### Supplied information
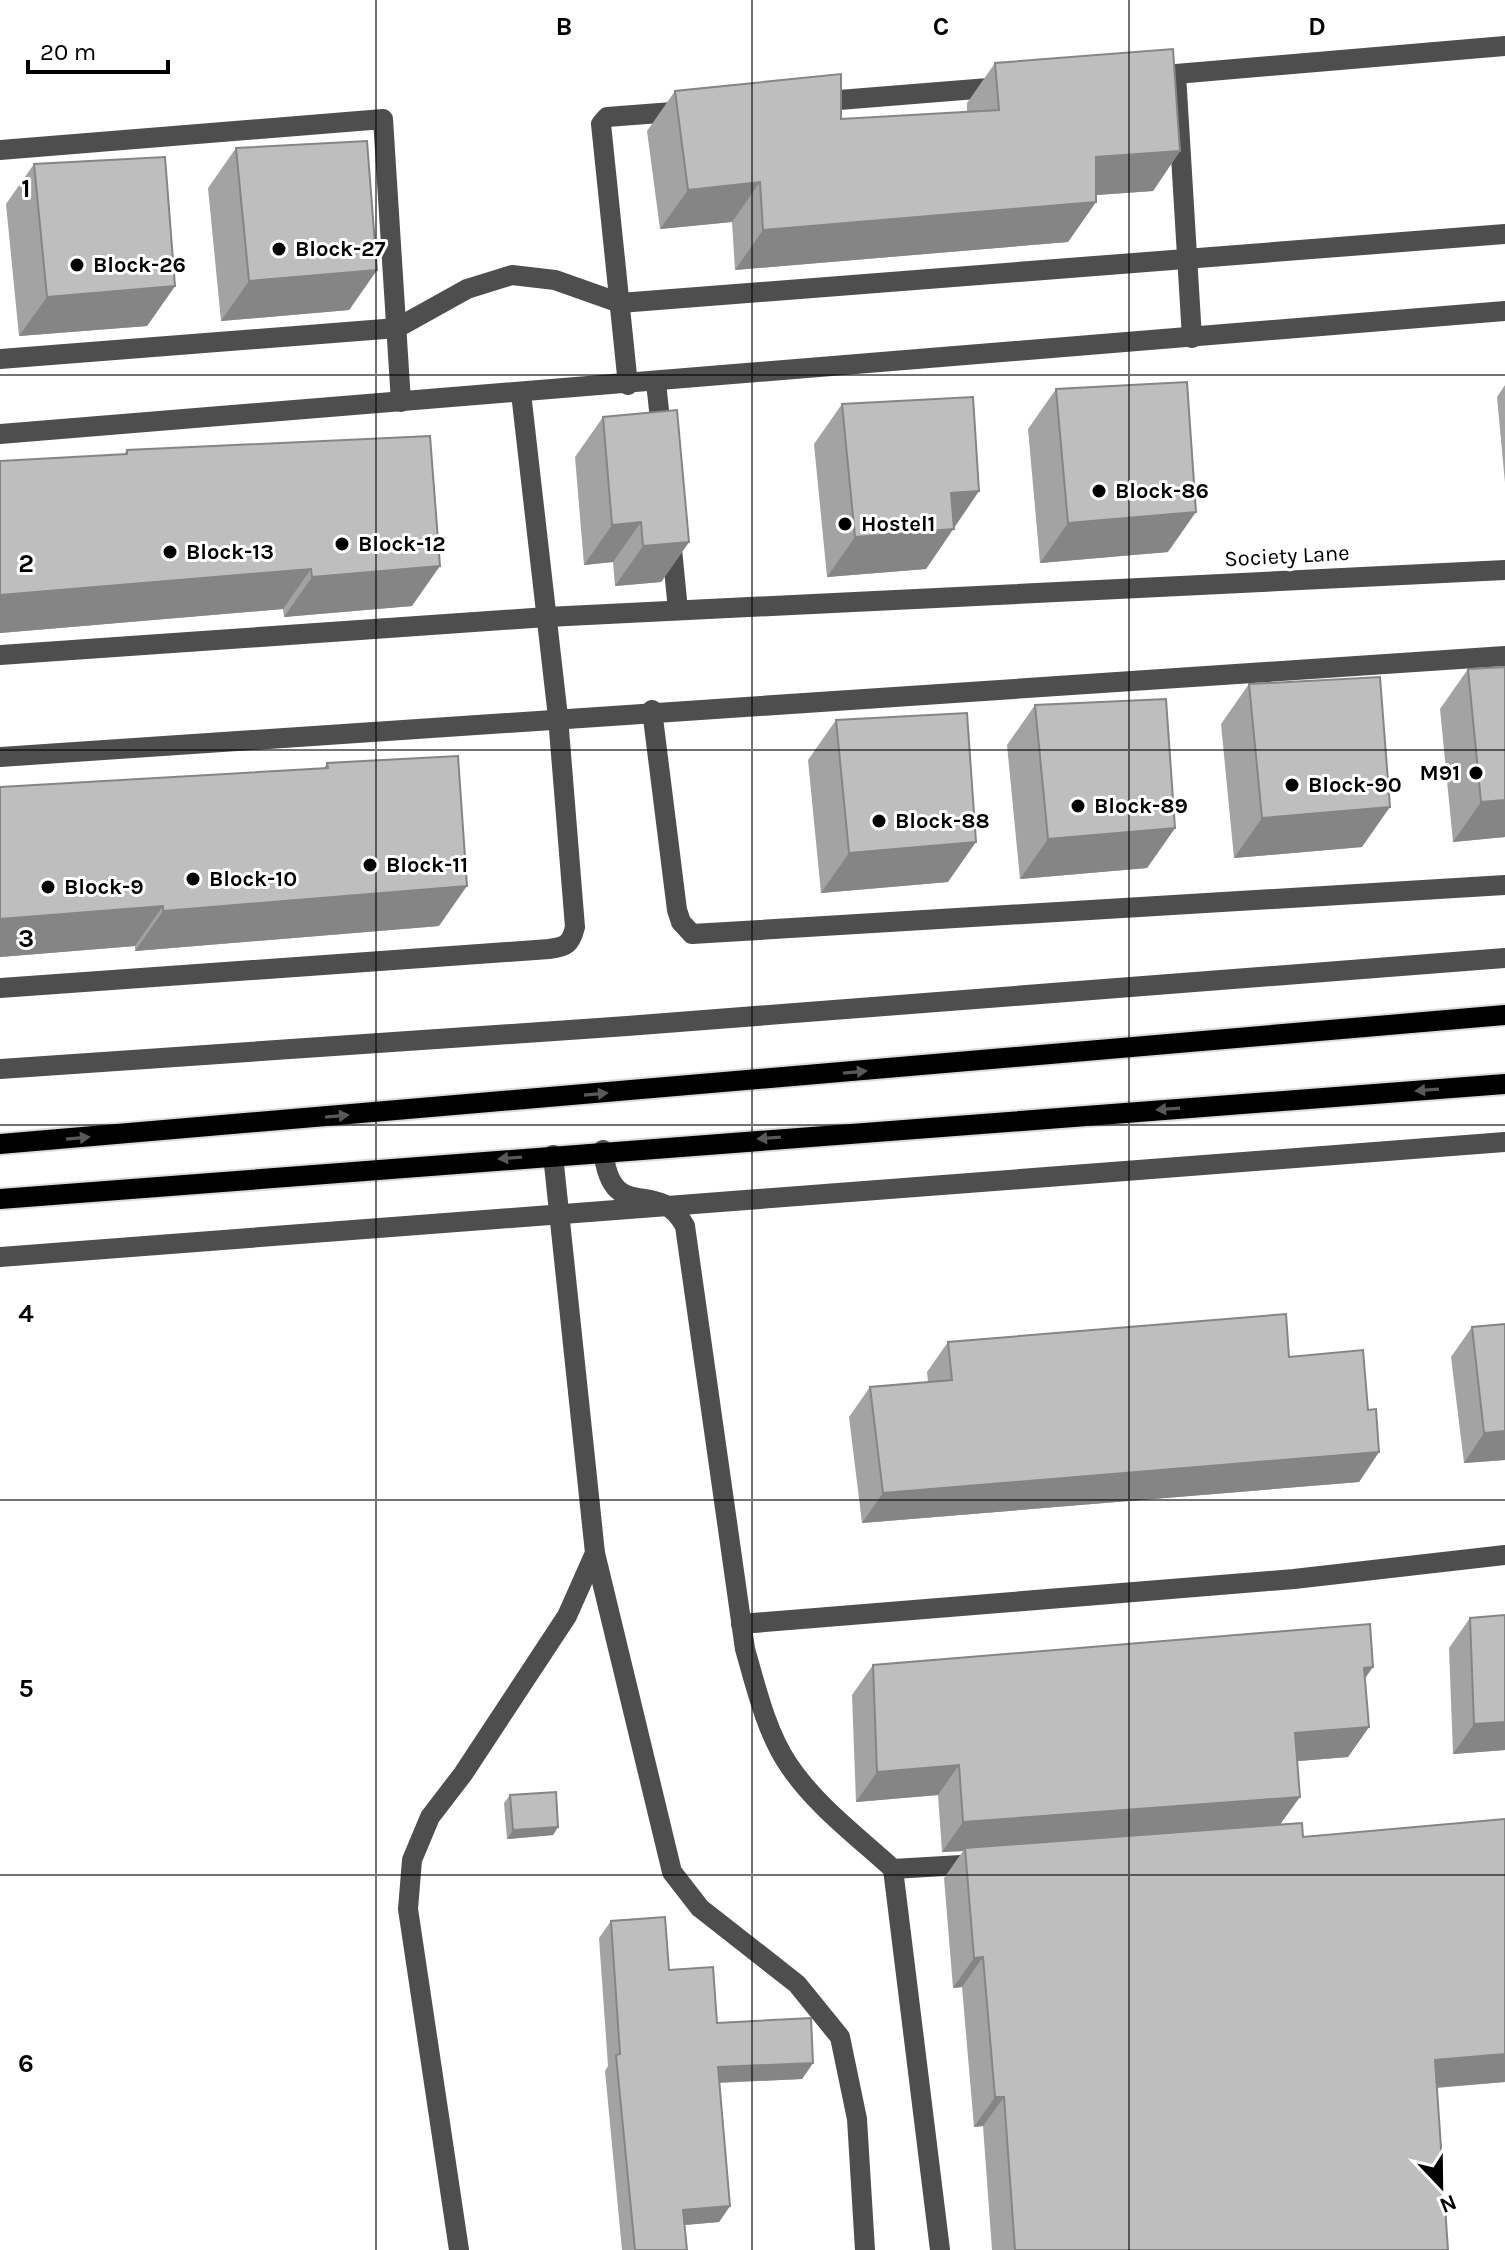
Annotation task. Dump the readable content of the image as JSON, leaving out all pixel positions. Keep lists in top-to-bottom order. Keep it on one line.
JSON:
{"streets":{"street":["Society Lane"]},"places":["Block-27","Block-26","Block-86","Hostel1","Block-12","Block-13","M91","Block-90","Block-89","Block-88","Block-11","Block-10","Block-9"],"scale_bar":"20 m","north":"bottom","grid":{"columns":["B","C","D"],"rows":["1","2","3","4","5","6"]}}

### Problem requirements
Since the pictures are not wanted, repeat only the rest of the material, exactly as given.

### Exercise answer
Annotation task. Dump the readable content of the image as JSON, leaving out all pixel positions. Keep lists in top-to-bottom order. Keep it on one line.
JSON:
{"streets":{"street":["Society Lane"]},"places":["Block-27","Block-26","Block-86","Hostel1","Block-12","Block-13","M91","Block-90","Block-89","Block-88","Block-11","Block-10","Block-9"],"scale_bar":"20 m","north":"bottom","grid":{"columns":["B","C","D"],"rows":["1","2","3","4","5","6"]}}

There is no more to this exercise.